Hospitals and health systems will face ever more pressure in 2014 to establish the core skills needed to thrive in a rapidly changing healthcare market.
In a brief, Huron Healthcare Consulting said that healthcare executives will need to improve their performance by evaluating every key operational, clinical and governance function. They also need a strong vision for the future, the ability to act on it and the leadership to bring stakeholders along with them.
While the market is heading toward value-based purchasing, as long as there is substantial fee-for-service reimbursement, "the CEO dilemma is how to prepare for the future while not creating an adverse financial situation in the short term,” said Andrew Ziskind, MD, managing director of Huron Healthcare Consulting, in comments to Healthcare Finance News.
The infrastructure to support value-based purchasing is continuing to be deployed. Whether the movement toward value-based purchasing will speed up or slow down in 2014 is hard to say, he said. "Trying to stop the infrastructure momentum toward value-based payment models is very difficult once you start engaging stakeholders in new ways of working," Ziskind said. "Providers are recognizing the validity of value-based care delivery."
And regardless of what is happening with the rollout of the Affordable Care Act and government payers, "commercial payers continue to provide much of the market momentum, and they are shifting towards value-based payment models,” he said.
Among the biggest challenges that healthcare executives are confronted with this year are:
1. Pacing the shift to value-based models. Healthcare leaders continue to put infrastructure and governance practices in place to support value-based models even as providers still have significant fee-for-service revenue. However, many providers are concerned that they may be reaching a point at which the cost of building and maintaining their value-based organization is not supported by their fee-for-service reimbursement model.
2. Responding effectively to the economic dynamics of local markets. Health organizations that are migrating to value-based models must contend with the realities and limits of their local economies, the strategies of large employers for reducing their healthcare costs, concentration of the payer market and physician practice alignment.
3. Securing and growing market share. Gaining market share remains a big concern regardless of the pace of the payment model change. Providers must weigh market strategies, including consolidation and traditional and non-traditional partnership and strategic relationships, even as volume continues to drive a large share of revenue.
4. Developing alternative revenue streams. Health systems with cash reserves and strong margins are better positioned to make investments that are related to, but not necessarily directly in support of, their core patient care business. Investments that can supplement declining revenue from payers can include ambulatory care centers, telemedicine, business software development and pharmaceutical research.
5. Containing core operating costs. Health executives continue to seek approaches to rein in the costs of their core operations, reduce utilization through standardization, and manage care variations. Even high-performing organizations can obtain additional cost containment by taking a systems approach that is rigorous and transparent.

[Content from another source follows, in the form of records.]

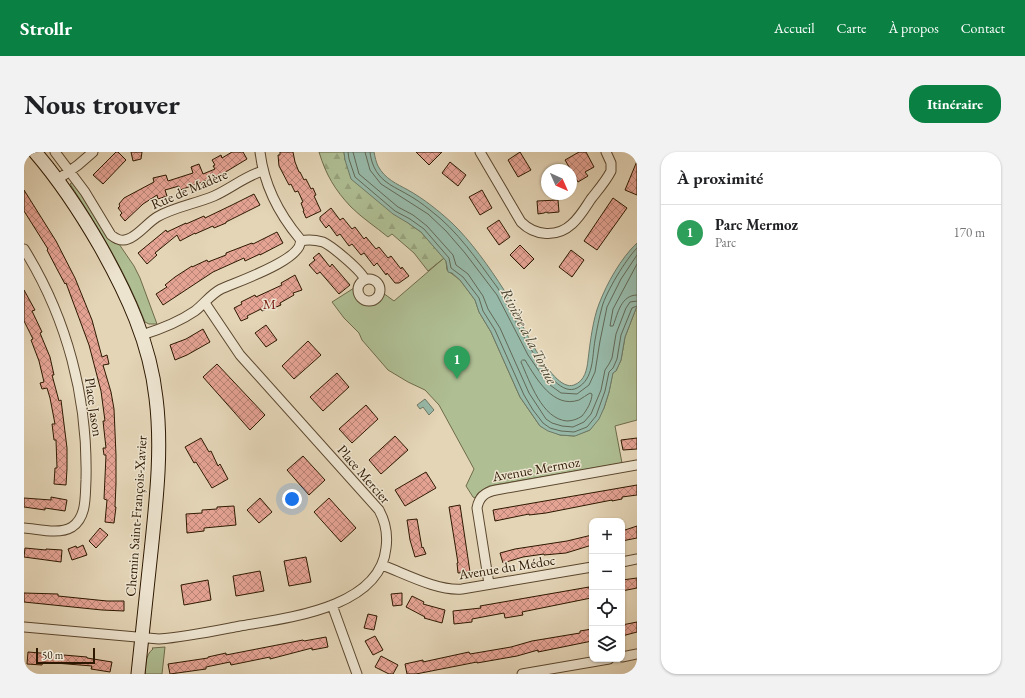 <!DOCTYPE html>
<html lang="fr">
<meta charset="utf-8">
<style>
body{margin:0;font-family:"EB Garamond",serif;background:#f2f2f2;color:#202124}
.controls{position:absolute;right:12px;bottom:12px;display:grid;overflow:hidden;border-radius:8px;box-shadow:0 1px 3px #0004}
.controls button{width:36px;height:36px;display:grid;place-items:center;padding:0;border:0;border-bottom:1px solid #e0e0e0;background:#fff;color:#202124;font:20px sans-serif}
.compass{position:absolute;left:517px;top:12px;width:36px;height:36px;border-radius:50%;background:#fff;box-shadow:0 1px 3px #0004;rotate:135deg}
.scale{position:absolute;left:12px;bottom:10px;width:59px;box-sizing:border-box;padding-left:4px;border:2px solid #2d1801;border-top:0;font-size:11px;line-height:14px;white-space:nowrap;color:#2d1801;-webkit-text-stroke:3px #ede4d0;paint-order:stroke}
.you{position:absolute;left:268px;top:347px;width:14px;height:14px;margin:-10px;border:3px solid #fff;border-radius:50%;background:#1a73e8;box-shadow:0 0 0 6px #1a73e833}
.badge{display:grid;place-items:center;width:26px;height:26px;border-radius:50%;background:#0b8043;color:#fff;font-size:13px;font-weight:700}
.pin{position:absolute;translate:-50% -33px;filter:drop-shadow(0 1px 2px #0008)}
.pin::after{content:'';position:absolute;top:21px;width:14px;height:12px;background:inherit;clip-path:polygon(0 0,100% 0,50% 100%)}
.list{margin:0;padding:0;list-style:none}
h2{display:flex;justify-content:space-between;align-items:center;height:52px;margin:0;padding:0 16px;font-size:17px}
h2 small{font-size:13px;font-weight:400;color:#757577}
.list li{display:grid;grid-template-columns:26px 1fr auto;gap:12px;align-items:center;box-sizing:border-box;height:56px;padding:0 16px;border-top:1px solid #e0e0e0}
.list b{display:block;font-size:15px;white-space:nowrap}
.list p{margin:0;font-size:13px;white-space:nowrap;color:#757577}
.list em{font-size:13px;font-style:normal;color:#757577}
.icon{flex:none;width:22px;height:22px;fill:none;stroke:currentColor;stroke-width:2;stroke-linecap:round;stroke-linejoin:round}
.map{position:relative;flex:none;width:613px;height:522px;overflow:hidden;border-radius:16px}
header{display:flex;align-items:center;gap:24px;box-sizing:border-box;height:56px;padding:0 20px;background:#0b8043;color:#fff}
header strong{font-size:19px}
nav{display:flex;gap:22px;margin-inline-start:auto;font-size:14px}
.intro{display:flex;align-items:center;justify-content:space-between;box-sizing:border-box;height:96px;padding:0 24px}
h1{margin:0;font-size:28px}
.button{padding:10px 18px;border-radius:16px;background:#0b8043;color:#fff;font-size:14px;font-weight:700}
main{display:flex;gap:24px;padding:0 24px}
aside{flex:1;background:#fff;border-radius:16px;box-shadow:0 1px 3px #0004}
.map>svg:first-child{display:block}
</style>
<header>
<strong>Strollr</strong>
<nav><a>Accueil</a><a>Carte</a><a>À propos</a><a>Contact</a></nav>
</header>
<div class="intro"><h1>Nous trouver</h1><a class="button">Itinéraire</a></div>
<main>
<div class="map">
<svg width="613" height="522" viewBox="0 0 613 522">
<defs>
<pattern id="forest-firs" width="22" height="20" patternUnits="userSpaceOnUse"><rect width="22" height="20" fill="#afbe93"/><path d="M5 1l3.5 6h-7zM16 11l3.5 6h-7z" fill="#97a37d"/></pattern>
<pattern id="building-cross-hatch" width="8" height="8" patternUnits="userSpaceOnUse"><rect width="8" height="8" fill="#e5a394"/><path d="M0 0l8 8M0 8l8-8" fill="none" stroke="#ba8476"/></pattern>
</defs>
<rect width="100%" height="100%" fill="#e4d5b7"/>
<filter id="stains"><feTurbulence type="fractalNoise" baseFrequency=".005" numOctaves="4"/><feColorMatrix values="0 0 0 0 .2 0 0 0 0 .09 0 0 0 0 .02 0 0 0 .5 -.17"/></filter>
<radialGradient id="worn" r=".72"><stop offset=".6" stop-color="#630" stop-opacity="0"/><stop offset="1" stop-color="#630" stop-opacity=".3"/></radialGradient>
<path fill="#afbe93" stroke="#6e6b4a" d="M49,30L62,50L84,86L90,91L95,92L110,114L116,126L133,172H125L121,170C102,121 75,76 46,32Z
M420,106L422,109L423,118L436,128L451,148L455,160L467,180L496,245L516,274L536,283L550,284L566,278L580,256L585,240L589,220L592,219L597,208L601,185L613,154V268L591,274L598,311L465,334L454,341L451,346L449,345L442,334L450,317L415,253L401,238L384,230L364,218L338,188L335,181L320,166L308,150L330,136C330,145 334,150 342,153L353,151L359,141L370,149Z
M141,495L138,522H121C122,513 121,503 129,497L128,496Z"/>
<path fill="url(#forest-firs)" stroke="#6e6b4a" d="M295,0H320L321,8L384,71L397,80L420,106L404,119L390,101L368,82L364,85C352,75 338,66 327,55C311,38 302,23 295,0Z"/>
<path fill="#97b9a9" stroke="#6d7966" d="M320,0H350C351,5 352,10 354,14C361,27 373,32 384,38C400,47 415,59 428,71C446,88 466,116 480,138C491,155 526,242 550,233C561,229 563,217 564,208C566,191 569,167 575,152C583,131 597,106 613,91V154L601,185L597,208L592,219L589,221L585,240L580,256L575,267L566,278L551,284L536,283L524,279L516,274L496,245L467,180L455,160L451,148L436,128L428,121L424,120L422,109L397,80L384,71L369,62L327,27L321,8Z
M401,247L410,258L405,263L399,255L396,257L393,253Z"/>
<g fill="none" stroke-linecap="round" stroke-linejoin="round">
<path stroke="#626855" stroke-width="1" d="M324,0L325,7L331,25L371,59L386,67L400,77L425,106L427,116L439,125L455,146L459,159L471,178L500,243L509,258L519,271L526,276L537,279L550,280L563,275L572,264L581,239L585,220L589,216L593,207L597,183L608,156L613,154
M329,0L335,22L374,55L389,63L403,74L429,103L432,113L444,122L459,144L464,157L476,176L505,241L522,267L528,271L538,274L549,275L560,270L567,262L577,238L581,218L585,212L588,206L592,182L602,156L606,150L613,149
M341,0L346,18L357,32L404,62L422,79L441,101L473,143L504,203L515,219L526,233L537,241L553,242L565,233L571,220L576,189L583,155L597,127L613,103
M346,0C347,11 352,22 361,29C367,34 374,37 381,41C390,46 399,52 406,58C434,79 453,108 473,135C486,153 525,251 553,236C570,227 568,205 571,188C573,177 575,166 578,155C582,140 602,107 613,96
M613,112L589,157L586,174H589C594,161 597,143 613,143
M499,208H501C512,226 529,257 555,248C559,246 562,243 566,241L568,242C568,249 563,258 558,264C554,267 548,269 543,269C518,267 506,230 497,210Z"/>
</g>
<path fill="url(#building-cross-hatch)" stroke="#2d1801" d="M92,0H94L102,8L79,32L69,23Z
M107,0H118L117,7L109,9Z
M208,0H219L223,7L195,24L156,38L155,34L141,38L143,44L134,47L133,43L119,52L101,69L96,63L98,61L94,56L96,54L95,52L100,46L130,30L129,26L142,23L144,29L169,21L167,15L175,12L179,22L191,17L189,14L191,13L188,8L197,3L198,6Z
M256,0H269L271,10L275,20H276L280,28L282,27L287,37L289,36L292,43L290,44L297,59L282,66L279,59H280L277,51L279,50L274,39L271,40L267,32L265,33L255,14L254,3H256Z
M392,0H418L405,13Z
M496,0L507,18L494,25L484,8Z
M555,0H562L570,15L561,20L564,24L554,30L541,8Z
M613,9V43L601,38Z
M426,10L442,23L434,34L418,21Z
M0,38L32,89L51,126L68,168L78,205L83,203L85,212L79,213L87,240L90,257L92,303V332L91,355H92L90,371L81,370L83,348L80,347L82,303H80L79,296H82L79,269H81L77,239L65,193L42,131L41,132L34,119L23,98L24,97L0,59Z
M458,38L468,56L456,63L445,45Z
M230,42L236,53L202,70V71L190,76L189,74L171,82V81L156,89L153,83L131,101L133,103L123,112L114,101L142,78L143,80L162,71V72L180,64L181,66L208,53Z
M589,46L603,56L573,98L560,89Z
M534,48L535,60L524,61L522,60L520,61L514,62L513,49Z
M307,56L316,68L319,66L328,77L331,75L340,87L342,85L352,97L355,95L364,106L367,104L377,117L378,115L385,124L375,131H371L363,121L362,123L353,111L350,114L340,101L337,103L328,92L325,94L316,82L313,84L305,73L302,76L296,68V65Z
M475,68L486,85L475,93L463,76Z
M253,80L259,91L236,103V102L221,109L220,106L189,120L139,153L132,142L143,135L141,133L151,125L168,114V115L183,108L184,110L202,103V101L228,91L229,92Z
M496,93L510,107L500,117L486,103Z
M547,98L560,108L548,125L535,115Z
M295,101L306,115L308,112L326,133L315,142L296,120L293,122L285,113L291,108L289,106Z
M271,123L278,138L269,141L270,143L256,151L257,153L250,156L249,154L238,159L237,157L223,164L224,166L217,169L210,156L218,152L217,150L231,143L232,145L258,133L257,131Z
M0,138L11,158L8,159L18,180L16,181L26,205L30,223H28L35,249L37,248L43,296V317L42,333L30,332L31,316H33L32,288H30L28,272H31L26,246L23,236L18,237L16,231L20,230L15,209L7,188L9,187L0,169Z
M242,173L253,188L242,195L231,181Z
M179,177L186,190L163,203L151,208L146,193L162,187Z
M284,189L297,203L270,227L258,214Z
M193,212L241,263L226,278L179,225Z
M313,221L325,235L299,259L286,245Z
M342,253L354,267L328,291L315,277Z
M371,284L384,298L357,322L345,308Z
M177,286L185,300L187,299L194,314L196,312L204,327L188,336L172,310L170,311L161,295Z
M613,286V297L599,298L597,288Z
M279,304L301,328L285,343L263,318Z
M402,320L412,336L381,354L371,338Z
M613,333V343L598,345V347L588,349V348L522,361L505,363V362L471,369L469,358Z
M27,345L43,348L41,359L21,356V358L0,355V346L27,348Z
M236,346L248,360L235,371L223,358Z
M305,346L332,376L317,390L290,360Z
M436,353L446,420L434,421L433,411H434L425,355Z
M210,354L212,373L180,376V379L163,381L162,362L178,361V358L193,357V355Z
M393,367L398,396L399,395L402,402L391,405L386,388L383,368Z
M613,374V386L598,389V379Z
M76,376L84,383L72,396L65,389Z
M568,383V393L542,401L520,403V402L499,405L479,411L476,401L491,397L543,389Z
M59,393L63,403L48,408L44,397L52,394L53,396Z
M1,396L22,398V397L38,398L37,410L0,405Z
M282,405L287,430L265,434L260,409Z
M236,419L240,439L212,444L209,424Z
M613,426V436L598,439V428Z
M184,428L187,448L160,453L157,433Z
M565,435L567,446L498,460L499,463L481,466L480,461L448,467V470L430,472L429,459L457,456L456,454Z
M0,441L34,442V444L83,449H100V459L78,458L0,450Z
M378,441V453L369,454L367,442Z
M388,444L400,450L399,452L421,458L418,471L400,466L401,465L382,455Z
M344,462L353,464L350,478L340,476Z
M613,470V480L598,484V473Z
M568,477V489L514,500V498L493,504L453,511V510L392,522H383L381,512L399,508V510L445,500L446,502L487,495L508,489L556,481V479Z
M351,484L359,498L349,503L341,489Z
M302,485L304,495L288,498V496L246,507V505L207,513L206,510L182,515V517L146,522L144,512L184,506V505L202,501V503L279,488L280,489Z
M4,500L63,505V506L88,510L86,520L67,517L68,514L19,510L18,513L3,512Z
M357,504L374,513L369,522H365L351,515Z"/>
<g fill="none" stroke-linecap="round" stroke-linejoin="round">
<g stroke="#5b472e" stroke-width="11">
<path id="street" d="M31,0L61,40L87,83C92,87 97,90 104,87C114,84 123,71 133,65C150,55 171,52 190,44C206,37 223,23 239,19
M456,0L497,70C511,84 533,86 548,72C556,65 561,56 567,47C574,38 582,29 587,19V11L582,0
M33,28L54,13L69,0
M277,89C284,87 292,88 299,90C308,94 338,119 341,128
M0,97C43,166 64,246 62,328C61,344 63,365 48,375C35,383 14,377 0,376
M334 138a11 11 0 1 1 22 0a11 11 0 1 1-22 0Z
M118,183C137,177 155,170 171,159C180,152 187,142 197,137C212,130 282,107 276,87C255,62 240,33 236,0
M598,410L613,407
M358,413C382,422 413,439 438,437L568,415
M465,432L453,356C455,345 461,340 472,338L613,313
M308,453L333,522
M0,475L135,487C162,485 190,479 216,474C263,466 356,456 362,396C364,382 362,371 355,358L216,203L181,151
M598,505L613,502
M498,522L585,507"/>
</g>
<g stroke="#2d1801" stroke-width="15">
<path id="secondary" d="M11,0C36,29 57,61 76,94C103,142 126,191 132,246C138,294 133,342 128,390C123,434 119,478 114,522"/>
</g>
<use href="#street" stroke="#ede4d0" stroke-width="9"/>
<use href="#secondary" stroke="#ede4d0" stroke-width="13"/>
</g>
<g text-anchor="middle" stroke-width="3" stroke-linejoin="round" paint-order="stroke">
<g font-size="14" fill="#2d1801" stroke="#ede4d0">
<text transform="translate(165 37) rotate(-23)" y="5">Rue de Madère</text>
<text transform="translate(70 255) rotate(82)" y="5">Place Jason</text>
<text transform="translate(512 317) rotate(-10)" y="5">Avenue Mermoz</text>
<text transform="translate(340 322) rotate(49)" y="5">Place Mercier</text>
<text transform="translate(112 364) rotate(-86)" y="5">Chemin Saint-François-Xavier</text>
<text transform="translate(483 415) rotate(-9)" y="5">Avenue du Médoc</text>
</g>
<g font-size="15" letter-spacing="1" fill="#7a1f14" stroke="#ede4d0">
<text x="246" y="157">M</text>
</g>
<g font-size="15" font-style="italic" fill="#4d4833" stroke="#ede4d0">
<text transform="translate(505 184) rotate(63)" y="5">Rivière à la Tortue</text>
</g>
</g>
<rect width="100%" height="100%" filter="url(#stains)"/>
<rect width="100%" height="100%" fill="url(#worn)"/>
</svg>
<div class="controls">
<button>+</button>
<button>−</button>
<button><svg class="icon" aria-label="locate" viewBox="0 0 24 24"><circle cx="12" cy="12" r="6"/><path d="M12 2v4M12 18v4M2 12h4M18 12h4"/></svg></button>
<button><svg class="icon" aria-label="layers" viewBox="0 0 24 24"><path d="M12 4l9 5-9 5-9-5zM3 14l9 5 9-5"/></svg></button>
</div>
<svg class="compass" viewBox="-18 -18 36 36"><path d="M0-13l5 13h-10z" fill="#e53935"/><path d="M0 13l5-13h-10z" fill="#757577"/></svg>
<div class="scale">50 m</div>
<div class="you"></div>
<div class="pin badge" style="left:433px;top:227px;background:#2e9e5b">1</div>
</div>
<aside>
<h2>À proximité<small></small></h2>
<ul class="list">
<li><span class="badge" style="background:#2e9e5b">1</span><div><b>Parc Mermoz</b><p>Parc</p></div><em>170 m</em></li>
</ul>
</aside>
</main>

These pressures won't subside while the “gap between current cost and quality and where everyone needs to get to is still significant,” Ziskind said. The building block is operational efficiency, such as optimizing staffing and managing the supply chain efficiently. "But fundamentally changing the way care is delivered with the right providers at the right place at the right time, reducing unnecessary services and focusing on value – that's where the next wave of benefit is going to occur," he said.